A MOÇA DAS TRUFAS

Algumas pessoas nascem com tanta sorte e facilidades na vida, que até chega a fazer raiva. A Giovana era uma dessas riquinhas, tanto que ao chegar na cidade grande, a moça se depara com as disparidades sociais comuns, que até então nunca tinha visto em sua curta vida. 
 Não foram poucas as vezes que a mocinha pensou em arrumar a mala novamente e correr para casa, onde além do aconchego do lar havia também os pais. Mas no fundo do coração ela sabia que precisava vencer mais esse primeiro desafio, a universidade. A transição em geral pode ser dolorida, mas se faz necessária, pois sair do ninho é o destino de qualquer passarinho.
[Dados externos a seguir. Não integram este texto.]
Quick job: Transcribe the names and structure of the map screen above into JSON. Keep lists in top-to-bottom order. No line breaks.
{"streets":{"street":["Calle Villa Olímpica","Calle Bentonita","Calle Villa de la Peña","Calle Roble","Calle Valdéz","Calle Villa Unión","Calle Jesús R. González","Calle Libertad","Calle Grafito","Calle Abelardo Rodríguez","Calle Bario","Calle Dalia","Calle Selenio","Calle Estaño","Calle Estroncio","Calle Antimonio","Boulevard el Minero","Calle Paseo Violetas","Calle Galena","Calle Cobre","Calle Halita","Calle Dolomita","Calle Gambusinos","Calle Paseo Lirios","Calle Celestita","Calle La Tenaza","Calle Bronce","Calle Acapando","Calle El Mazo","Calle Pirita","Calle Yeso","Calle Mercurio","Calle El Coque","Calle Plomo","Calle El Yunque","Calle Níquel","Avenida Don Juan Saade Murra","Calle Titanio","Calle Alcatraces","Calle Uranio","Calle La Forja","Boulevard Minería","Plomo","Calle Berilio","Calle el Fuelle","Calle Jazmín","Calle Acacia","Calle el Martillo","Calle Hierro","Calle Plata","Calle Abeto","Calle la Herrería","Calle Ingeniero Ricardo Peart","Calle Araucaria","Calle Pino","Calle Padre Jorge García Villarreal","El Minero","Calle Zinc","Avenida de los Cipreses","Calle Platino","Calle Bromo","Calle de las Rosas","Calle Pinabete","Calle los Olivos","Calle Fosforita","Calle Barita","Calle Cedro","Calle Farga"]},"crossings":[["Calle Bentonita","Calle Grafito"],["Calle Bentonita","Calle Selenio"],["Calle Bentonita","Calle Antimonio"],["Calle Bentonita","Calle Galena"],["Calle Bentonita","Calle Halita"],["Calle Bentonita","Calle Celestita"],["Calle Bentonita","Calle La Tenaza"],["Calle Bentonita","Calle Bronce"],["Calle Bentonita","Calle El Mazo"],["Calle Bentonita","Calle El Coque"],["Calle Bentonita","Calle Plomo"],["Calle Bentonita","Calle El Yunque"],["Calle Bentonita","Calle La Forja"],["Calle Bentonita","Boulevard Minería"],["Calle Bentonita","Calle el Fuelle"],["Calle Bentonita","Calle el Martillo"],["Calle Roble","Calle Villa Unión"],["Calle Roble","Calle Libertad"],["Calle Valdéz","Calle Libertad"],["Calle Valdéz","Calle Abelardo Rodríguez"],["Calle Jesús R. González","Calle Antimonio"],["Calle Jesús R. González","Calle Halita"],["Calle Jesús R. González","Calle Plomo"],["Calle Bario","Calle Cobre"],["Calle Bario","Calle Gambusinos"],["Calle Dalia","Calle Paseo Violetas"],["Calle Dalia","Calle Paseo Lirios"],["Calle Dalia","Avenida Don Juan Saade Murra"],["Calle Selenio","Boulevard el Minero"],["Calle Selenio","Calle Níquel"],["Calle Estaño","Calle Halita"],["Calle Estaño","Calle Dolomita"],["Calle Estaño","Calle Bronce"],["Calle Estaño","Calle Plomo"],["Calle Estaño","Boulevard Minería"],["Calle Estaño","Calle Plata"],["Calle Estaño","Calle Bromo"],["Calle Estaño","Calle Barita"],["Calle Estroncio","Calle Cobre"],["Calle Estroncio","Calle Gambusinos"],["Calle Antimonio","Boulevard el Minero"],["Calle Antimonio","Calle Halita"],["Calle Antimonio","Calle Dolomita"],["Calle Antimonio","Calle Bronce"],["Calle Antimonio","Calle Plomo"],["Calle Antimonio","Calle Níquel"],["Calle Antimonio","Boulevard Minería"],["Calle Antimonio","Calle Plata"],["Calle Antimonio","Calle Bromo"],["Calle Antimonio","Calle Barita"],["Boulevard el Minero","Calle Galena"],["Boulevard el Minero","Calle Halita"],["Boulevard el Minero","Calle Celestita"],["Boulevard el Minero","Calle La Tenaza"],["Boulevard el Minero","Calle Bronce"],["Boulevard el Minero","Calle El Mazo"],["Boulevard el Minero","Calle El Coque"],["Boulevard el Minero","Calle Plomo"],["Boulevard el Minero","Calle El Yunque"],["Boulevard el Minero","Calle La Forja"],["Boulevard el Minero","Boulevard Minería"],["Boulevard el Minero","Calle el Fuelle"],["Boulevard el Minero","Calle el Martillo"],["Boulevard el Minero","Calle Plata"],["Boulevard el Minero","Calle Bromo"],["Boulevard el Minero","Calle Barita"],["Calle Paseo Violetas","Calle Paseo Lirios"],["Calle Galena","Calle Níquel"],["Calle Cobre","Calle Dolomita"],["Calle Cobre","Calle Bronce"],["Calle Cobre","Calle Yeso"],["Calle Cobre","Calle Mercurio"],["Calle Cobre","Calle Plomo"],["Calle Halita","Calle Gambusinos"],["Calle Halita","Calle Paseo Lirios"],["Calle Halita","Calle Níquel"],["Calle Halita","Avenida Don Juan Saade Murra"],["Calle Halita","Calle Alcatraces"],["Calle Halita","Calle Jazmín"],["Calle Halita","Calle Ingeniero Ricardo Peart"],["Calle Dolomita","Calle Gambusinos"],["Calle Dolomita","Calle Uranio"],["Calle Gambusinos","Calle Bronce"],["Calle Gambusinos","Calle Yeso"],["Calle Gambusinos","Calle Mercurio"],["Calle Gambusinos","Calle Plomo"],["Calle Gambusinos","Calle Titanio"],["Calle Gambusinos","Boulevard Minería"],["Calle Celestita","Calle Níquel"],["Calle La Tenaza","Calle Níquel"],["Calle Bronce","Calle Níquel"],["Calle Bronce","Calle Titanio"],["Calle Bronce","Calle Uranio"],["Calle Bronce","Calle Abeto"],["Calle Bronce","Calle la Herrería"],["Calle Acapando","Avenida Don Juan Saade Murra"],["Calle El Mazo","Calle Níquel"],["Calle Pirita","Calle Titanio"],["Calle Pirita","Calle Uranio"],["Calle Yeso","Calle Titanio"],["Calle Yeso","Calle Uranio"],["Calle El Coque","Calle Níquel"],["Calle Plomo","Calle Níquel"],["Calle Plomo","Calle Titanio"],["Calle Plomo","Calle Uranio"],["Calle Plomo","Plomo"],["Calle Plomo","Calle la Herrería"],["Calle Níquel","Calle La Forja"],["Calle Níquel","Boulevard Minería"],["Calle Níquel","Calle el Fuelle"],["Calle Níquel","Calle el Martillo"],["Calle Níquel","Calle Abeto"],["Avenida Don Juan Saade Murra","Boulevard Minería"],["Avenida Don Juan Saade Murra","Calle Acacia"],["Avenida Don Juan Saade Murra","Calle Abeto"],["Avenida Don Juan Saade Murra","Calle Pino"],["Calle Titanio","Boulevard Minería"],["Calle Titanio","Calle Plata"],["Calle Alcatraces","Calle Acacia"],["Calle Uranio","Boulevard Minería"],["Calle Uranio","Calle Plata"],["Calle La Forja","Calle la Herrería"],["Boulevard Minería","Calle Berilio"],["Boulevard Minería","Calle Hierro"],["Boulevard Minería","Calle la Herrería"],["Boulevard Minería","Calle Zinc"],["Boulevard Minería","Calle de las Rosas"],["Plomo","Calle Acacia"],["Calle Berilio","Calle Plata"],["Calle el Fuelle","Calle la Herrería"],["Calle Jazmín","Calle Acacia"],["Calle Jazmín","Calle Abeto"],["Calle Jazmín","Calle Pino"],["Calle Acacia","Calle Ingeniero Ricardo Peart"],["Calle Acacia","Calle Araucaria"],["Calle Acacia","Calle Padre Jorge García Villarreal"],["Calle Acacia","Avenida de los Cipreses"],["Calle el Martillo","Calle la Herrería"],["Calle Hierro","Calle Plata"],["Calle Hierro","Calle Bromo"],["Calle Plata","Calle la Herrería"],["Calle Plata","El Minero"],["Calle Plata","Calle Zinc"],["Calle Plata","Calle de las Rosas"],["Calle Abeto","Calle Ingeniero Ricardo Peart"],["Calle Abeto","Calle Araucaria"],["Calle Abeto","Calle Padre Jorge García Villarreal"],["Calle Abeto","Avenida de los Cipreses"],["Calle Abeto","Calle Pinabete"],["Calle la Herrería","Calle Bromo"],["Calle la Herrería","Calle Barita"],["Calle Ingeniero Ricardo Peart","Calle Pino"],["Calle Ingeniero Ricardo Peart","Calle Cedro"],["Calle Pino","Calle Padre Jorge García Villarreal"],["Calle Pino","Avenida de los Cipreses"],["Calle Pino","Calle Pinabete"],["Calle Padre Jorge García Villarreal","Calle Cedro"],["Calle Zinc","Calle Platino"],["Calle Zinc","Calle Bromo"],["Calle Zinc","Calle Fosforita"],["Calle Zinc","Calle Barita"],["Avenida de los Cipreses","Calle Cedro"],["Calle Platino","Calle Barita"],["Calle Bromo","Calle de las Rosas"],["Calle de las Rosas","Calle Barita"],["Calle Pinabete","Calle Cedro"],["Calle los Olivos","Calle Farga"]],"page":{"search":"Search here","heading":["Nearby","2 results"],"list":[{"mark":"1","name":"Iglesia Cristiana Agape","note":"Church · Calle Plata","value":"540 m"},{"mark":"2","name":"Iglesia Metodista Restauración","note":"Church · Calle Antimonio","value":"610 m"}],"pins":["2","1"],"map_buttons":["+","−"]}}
Já no primeiro dia um professor de sociologia pediu para cada um, da turma, que ficasse de pé e falasse um pouco de si, apresentando-se.
Você há de convir que é vergonhoso ter orgulho da riqueza já que a miséria mata até a dignidade humana. E Giovana não era orgulhosa nem nada, aliás, descobriu-se uma completa alienada.
E porque todos agem normalmente, então a moça percebe que para não parecer uma retardada mental fingia a mesma naturalidade dos demais. O que a salvava era a mãe, voltando em casa um domingo por mês. — Eu sei da pobreza do mundo mãe, só que nunca tinha visto tão de perto.
E a mãe, mulher simples que nunca tinha saído do campo, escutava cada palavra da filha.
— Conheci a Laura, a moça das trufas. A garota é a quarta numa família de seis filhos, e veio de Bom Jesus. O pai é lavrador, a mãe trabalha de lavadeira para as gentes da cidade. Ela passou no vestibular em primeiro lugar para medicina e estuda com bolsa integral. A família não tem condição alguma de custeá-la na faculdade, e mesmo assim ela está "tentando". Ela recebe todo mês seiscentos reais, do qual tem que pagar oitenta por cento de estadia, sobrando-lhe duzentos reais para se manter. Sabe o que ela faz mamãe? Usa o dinheiro restante para fazer trufas e sai a vender pelo campus. E eu sinceramente não sei que hora ela estuda ou dorme. Mas a obstinação dela é tão contagiante que acabei por fazer um acordo com a turma. Um dia na semana, ela faz duas trufas para cada um da nossa sala inteira. E ao saber disso, outras turmas resolveram aderir. Tanto que a moça das trufas tem que recusar pedidos, pois do contrário não teria mais tempo para os estudos.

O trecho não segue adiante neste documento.